*Work to be completed*.
Give again, unaltered, the lines of the listing below that run from the line having "position:absolute; left:574px; top:348px;" through the line having "margin:0; padding:0; list-style:none".

*Data for analysis*.
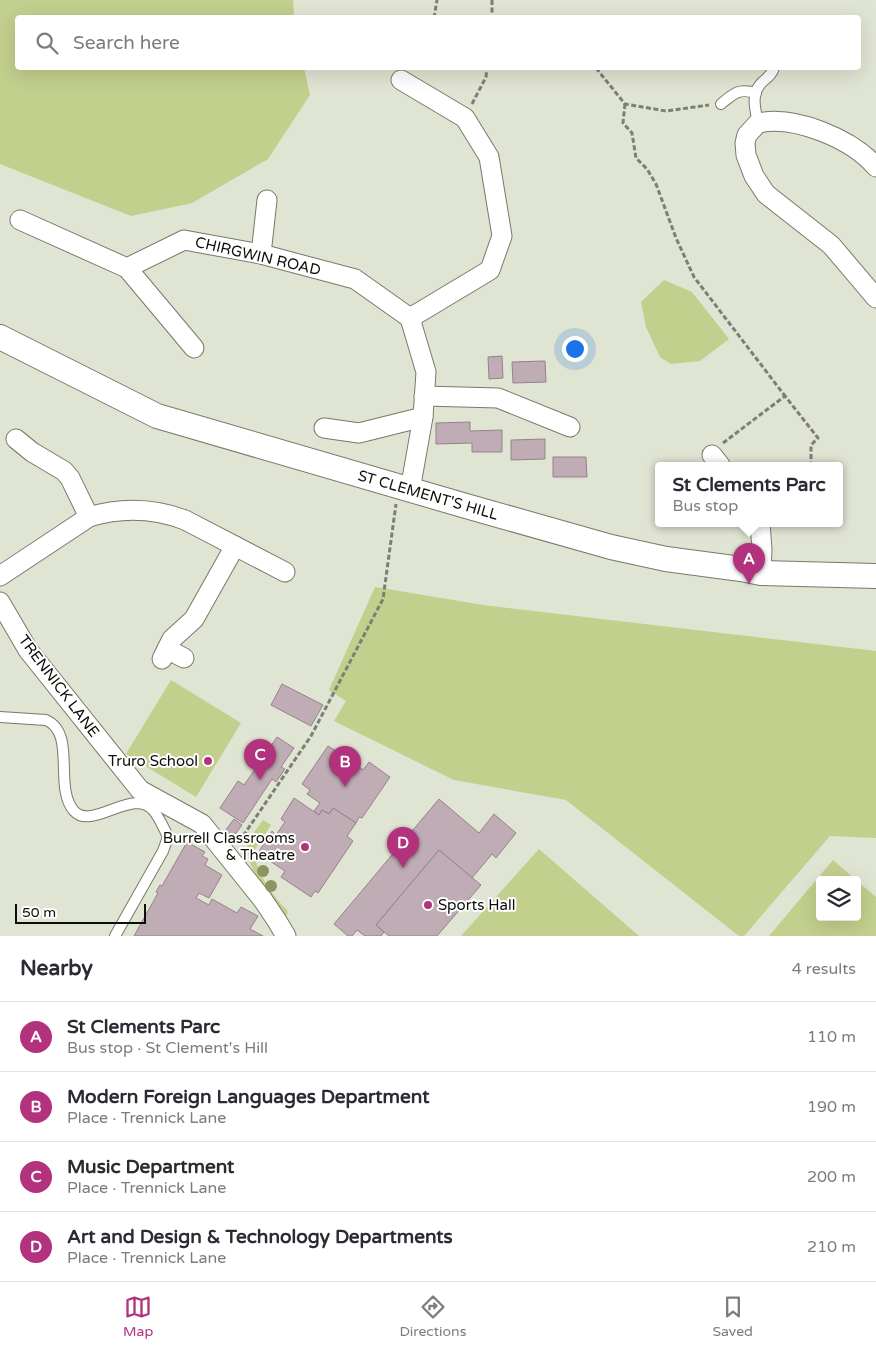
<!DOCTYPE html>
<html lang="en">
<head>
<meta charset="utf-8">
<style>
  :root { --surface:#fff; --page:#f2f2f3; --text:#2b2b33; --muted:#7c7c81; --line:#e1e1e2; --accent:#b2327e }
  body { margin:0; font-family:"Varela Round",sans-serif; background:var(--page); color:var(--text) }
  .controls { position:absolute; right:15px; bottom:15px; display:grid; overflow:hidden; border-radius:5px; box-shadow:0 5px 20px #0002 }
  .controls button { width:45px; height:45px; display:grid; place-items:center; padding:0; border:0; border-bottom:1px solid var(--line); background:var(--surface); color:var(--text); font:25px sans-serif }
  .scale { position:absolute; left:15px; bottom:12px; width:131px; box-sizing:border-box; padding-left:5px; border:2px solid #0c0e08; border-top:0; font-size:14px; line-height:18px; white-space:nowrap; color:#0c0e08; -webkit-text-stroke:4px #fff; paint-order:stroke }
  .you { position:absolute; left:574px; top:348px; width:18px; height:18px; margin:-12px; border:4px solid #fff; border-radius:50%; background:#1a73e8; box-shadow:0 0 0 8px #1a73e833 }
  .badge { display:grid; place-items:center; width:32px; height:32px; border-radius:50%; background:var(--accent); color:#fff; font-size:16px; font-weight:700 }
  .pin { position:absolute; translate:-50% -41px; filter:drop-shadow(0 1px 2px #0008) }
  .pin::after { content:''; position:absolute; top:26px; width:18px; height:15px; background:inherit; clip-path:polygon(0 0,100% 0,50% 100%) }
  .popup { position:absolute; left:655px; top:462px; width:188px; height:65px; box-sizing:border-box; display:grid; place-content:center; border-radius:5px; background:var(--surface); filter:drop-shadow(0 1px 4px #0005); font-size:16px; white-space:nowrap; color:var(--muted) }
  .popup b { font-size:19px; color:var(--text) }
  .popup::after { content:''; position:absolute; left:50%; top:100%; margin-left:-10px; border:10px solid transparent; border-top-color:var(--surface) }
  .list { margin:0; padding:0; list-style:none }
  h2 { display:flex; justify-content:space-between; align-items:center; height:65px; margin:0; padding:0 20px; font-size:21px }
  h2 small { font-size:16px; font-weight:400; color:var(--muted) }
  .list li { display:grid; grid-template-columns:32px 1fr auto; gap:15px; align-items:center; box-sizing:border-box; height:70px; padding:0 20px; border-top:1px solid var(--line) }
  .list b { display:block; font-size:19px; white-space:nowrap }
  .list p { margin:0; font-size:16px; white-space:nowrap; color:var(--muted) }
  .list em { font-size:16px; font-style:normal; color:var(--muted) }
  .icon { flex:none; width:28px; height:28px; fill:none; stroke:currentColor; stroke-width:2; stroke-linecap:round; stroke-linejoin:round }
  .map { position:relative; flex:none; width:876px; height:936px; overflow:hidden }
  .search { position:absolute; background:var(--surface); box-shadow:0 5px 20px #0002; left:15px; right:15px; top:15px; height:55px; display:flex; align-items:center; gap:12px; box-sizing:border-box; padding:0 18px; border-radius:5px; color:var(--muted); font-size:19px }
  .sheet { height:345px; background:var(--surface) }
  nav { display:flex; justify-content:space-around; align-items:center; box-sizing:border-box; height:70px; border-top:1px solid var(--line); background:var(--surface); font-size:14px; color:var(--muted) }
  nav a { display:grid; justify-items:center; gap:2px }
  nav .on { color:var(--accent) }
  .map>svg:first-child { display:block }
  .green { fill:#c2cf8d }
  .building { fill:#bfacb5; stroke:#95838b }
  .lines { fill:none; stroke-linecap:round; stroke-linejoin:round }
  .service-casing { stroke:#767a6a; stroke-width:12 }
  .minor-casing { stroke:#767a6a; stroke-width:21 }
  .tertiary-casing { stroke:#767a6a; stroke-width:26 }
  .path { stroke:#7c7f73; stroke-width:3; stroke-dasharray:5 2.5; stroke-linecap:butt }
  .service { stroke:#fff; stroke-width:10 }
  .minor { stroke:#fff; stroke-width:19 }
  .tertiary { stroke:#fff; stroke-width:24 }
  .tree { fill:#8c9460 }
  .poi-dot { fill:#b2327e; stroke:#fff; stroke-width:2 }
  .labels { text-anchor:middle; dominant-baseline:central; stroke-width:4; stroke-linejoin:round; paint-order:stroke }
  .street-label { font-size:15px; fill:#0c0e08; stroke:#fff }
  .poi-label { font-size:15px; fill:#0c0e08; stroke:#fff; text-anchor:end }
</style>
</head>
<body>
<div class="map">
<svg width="876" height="936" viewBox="0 0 876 936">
  <rect width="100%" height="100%" fill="#e0e4d2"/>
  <g class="green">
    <path d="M0 0H293L294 17 18 18V68H304L310 95 268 159 192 203 131 216 0 164Z"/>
    <path d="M664 280 692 292 729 339 700 361 671 364 660 357 646 327 641 302Z"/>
    <path d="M375 587 483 605 876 651V838L830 836 744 936H739L566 800 454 780 334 721 346 701 329 690Z"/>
    <path d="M171 680 241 723 196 797 126 754Z"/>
    <path d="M263 820 271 825 253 852C259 875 270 893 287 910L288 913 286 916H284C273 900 242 864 248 843 251 835 258 827 263 820Z"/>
    <path d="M539 849 639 936H461Z"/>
    <path d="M833 860 856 880H820V917H857V881L876 897V936H769Z"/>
  </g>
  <g class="building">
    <path d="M502 356 503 378 489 379 488 357Z"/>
    <path d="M545 361 546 382 513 383 512 362Z"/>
    <path d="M470 422V431L502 430V452H472V443L436 444V423Z"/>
    <path d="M545 439V459L511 460V440Z"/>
    <path d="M553 457H586L587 477H553Z"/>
    <path d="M282 684 323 705 311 726 271 705Z"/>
    <path d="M277 737 294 748 281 767 285 769 276 782 272 779 243 823 220 808 238 781 244 785 256 768 252 765 255 756H258L260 753 264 756Z"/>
    <path d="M328 746 336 751 338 748 359 762 357 765 363 770 369 762 390 777 362 818 359 817 356 823 333 808 329 814 322 810 319 815 314 811 320 803 307 794 310 790 302 784Z"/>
    <path d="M294 798 319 815 322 810 329 814 333 808 356 823 347 836 353 841 318 893 315 891 311 897 281 877 285 871 258 853 272 831 276 835 285 822 281 819Z"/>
    <path d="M439 799 479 833 494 814 516 833 496 858 492 854 472 878 439 850 376 925 384 932 381 936H365L357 930 352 936H348L334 924Z"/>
    <path d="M234 819 242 825 233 837 225 831Z"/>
    <path d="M187 842 205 852 202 856 208 859 205 865 222 875 209 898 199 893 196 898 209 905 212 899 237 913 241 907 258 916 250 929 263 936H134L158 893 156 892 160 885 162 886Z"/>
    <path d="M439 850 481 885 437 936H389L376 925Z"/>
  </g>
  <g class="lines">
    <g class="service-casing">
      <g id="service">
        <path d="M721 104C734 93 739 88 756 93"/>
        <path d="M758 123C756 112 751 97 759 86 764 78 770 79 774 68"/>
        <path d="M0 717 46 720C77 733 53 787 74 811 92 831 133 787 153 810 159 817 164 828 168 837L163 851 115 936"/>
      </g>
    </g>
    <g class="minor-casing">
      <g id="minor">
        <path d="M401 80 465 118 489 157 502 236 490 270 410 318"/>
        <path d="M876 167C852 139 795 115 758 123L747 135 745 143 746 155 754 176 766 194 831 245 876 298"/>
        <path d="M20 220 127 268 184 240 261 254 355 279 410 318 426 372 423 417 410 490"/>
        <path d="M261 254 267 200"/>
        <path d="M127 268 194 348"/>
        <path d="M424 396 498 398 570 427"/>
        <path d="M324 428 359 433 423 417"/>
        <path d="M16 439 32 452 64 471 70 478 89 517"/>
        <path d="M712 455 720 465"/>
        <path d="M760 523 762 549 761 573"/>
        <path d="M0 576 89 517C122 507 153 508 185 520L285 572"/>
        <path d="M0 602 28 650 140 790 202 824 263 900 277 921 286 936"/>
        <path d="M167 649 184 658"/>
        <path d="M162 659 172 639 194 619 235 546"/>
      </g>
    </g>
    <g class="tertiary-casing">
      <path id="tertiary" d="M0 337 157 416 466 506 611 547 666 559 741 569 761 573 876 576"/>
    </g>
    <g class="path">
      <path d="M492 0V18"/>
      <path d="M434 18 437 0"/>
      <path d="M596 68 625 104 666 111 709 105"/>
      <path d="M472 104 486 77 487 68"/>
      <path d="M625 104 623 123 632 133 636 158 647 169 656 184 676 238 694 277 785 396"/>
      <path d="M723 443 785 396 818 438 811 445V465"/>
      <path d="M239 842 311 736 383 599 396 504"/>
    </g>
    <use href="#service" class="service"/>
    <use href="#minor" class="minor"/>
    <use href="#tertiary" class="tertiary"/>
  </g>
  <g class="tree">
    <circle cx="263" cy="871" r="6"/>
    <circle cx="271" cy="886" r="6"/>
  </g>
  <g class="poi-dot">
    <circle cx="208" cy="761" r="5"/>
    <circle cx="305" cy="847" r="5"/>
    <circle cx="428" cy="905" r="5"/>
  </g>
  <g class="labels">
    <g class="street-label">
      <text transform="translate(258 256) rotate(13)">CHIRGWIN ROAD</text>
      <text transform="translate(428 495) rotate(16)">ST CLEMENT'S HILL</text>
      <text transform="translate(59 686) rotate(53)">TRENNICK LANE</text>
    </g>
    <g class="poi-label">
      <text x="198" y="761">Truro School</text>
      <text x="295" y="838">Burrell Classrooms<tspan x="295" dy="17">&amp; Theatre</tspan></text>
      <text x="438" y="905" text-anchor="start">Sports Hall</text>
    </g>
  </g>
</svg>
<div class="controls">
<button><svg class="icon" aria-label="layers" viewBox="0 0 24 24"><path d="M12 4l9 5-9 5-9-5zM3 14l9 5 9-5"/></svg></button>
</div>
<div class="scale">50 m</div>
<div class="you"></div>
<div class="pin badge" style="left:749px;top:584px">A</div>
<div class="popup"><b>St Clements Parc</b>Bus stop</div>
<div class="pin badge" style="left:345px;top:787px">B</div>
<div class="pin badge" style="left:260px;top:780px">C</div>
<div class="pin badge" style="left:403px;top:868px">D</div>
<div class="search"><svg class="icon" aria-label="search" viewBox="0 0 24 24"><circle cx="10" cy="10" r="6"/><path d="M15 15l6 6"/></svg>Search here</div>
</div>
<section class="sheet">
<h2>Nearby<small>4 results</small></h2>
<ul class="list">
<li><span class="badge">A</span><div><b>St Clements Parc</b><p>Bus stop · St Clement's Hill</p></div><em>110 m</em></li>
<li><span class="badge">B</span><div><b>Modern Foreign Languages Department</b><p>Place · Trennick Lane</p></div><em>190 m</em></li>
<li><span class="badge">C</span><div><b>Music Department</b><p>Place · Trennick Lane</p></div><em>200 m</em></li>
<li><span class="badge">D</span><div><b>Art and Design &amp; Technology Departments</b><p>Place · Trennick Lane</p></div><em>210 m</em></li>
</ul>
</section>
<nav>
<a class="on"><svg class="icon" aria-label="map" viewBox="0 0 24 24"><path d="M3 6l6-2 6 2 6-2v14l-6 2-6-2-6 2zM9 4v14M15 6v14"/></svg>Map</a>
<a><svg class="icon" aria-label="directions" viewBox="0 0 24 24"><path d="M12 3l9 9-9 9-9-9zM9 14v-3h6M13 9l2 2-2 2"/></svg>Directions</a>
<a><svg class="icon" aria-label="saved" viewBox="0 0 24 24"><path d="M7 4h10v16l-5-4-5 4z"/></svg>Saved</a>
</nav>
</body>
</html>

*Reply to the exercise*.
  .you { position:absolute; left:574px; top:348px; width:18px; height:18px; margin:-12px; border:4px solid #fff; border-radius:50%; background:#1a73e8; box-shadow:0 0 0 8px #1a73e833 }
  .badge { display:grid; place-items:center; width:32px; height:32px; border-radius:50%; background:var(--accent); color:#fff; font-size:16px; font-weight:700 }
  .pin { position:absolute; translate:-50% -41px; filter:drop-shadow(0 1px 2px #0008) }
  .pin::after { content:''; position:absolute; top:26px; width:18px; height:15px; background:inherit; clip-path:polygon(0 0,100% 0,50% 100%) }
  .popup { position:absolute; left:655px; top:462px; width:188px; height:65px; box-sizing:border-box; display:grid; place-content:center; border-radius:5px; background:var(--surface); filter:drop-shadow(0 1px 4px #0005); font-size:16px; white-space:nowrap; color:var(--muted) }
  .popup b { font-size:19px; color:var(--text) }
  .popup::after { content:''; position:absolute; left:50%; top:100%; margin-left:-10px; border:10px solid transparent; border-top-color:var(--surface) }
  .list { margin:0; padding:0; list-style:none }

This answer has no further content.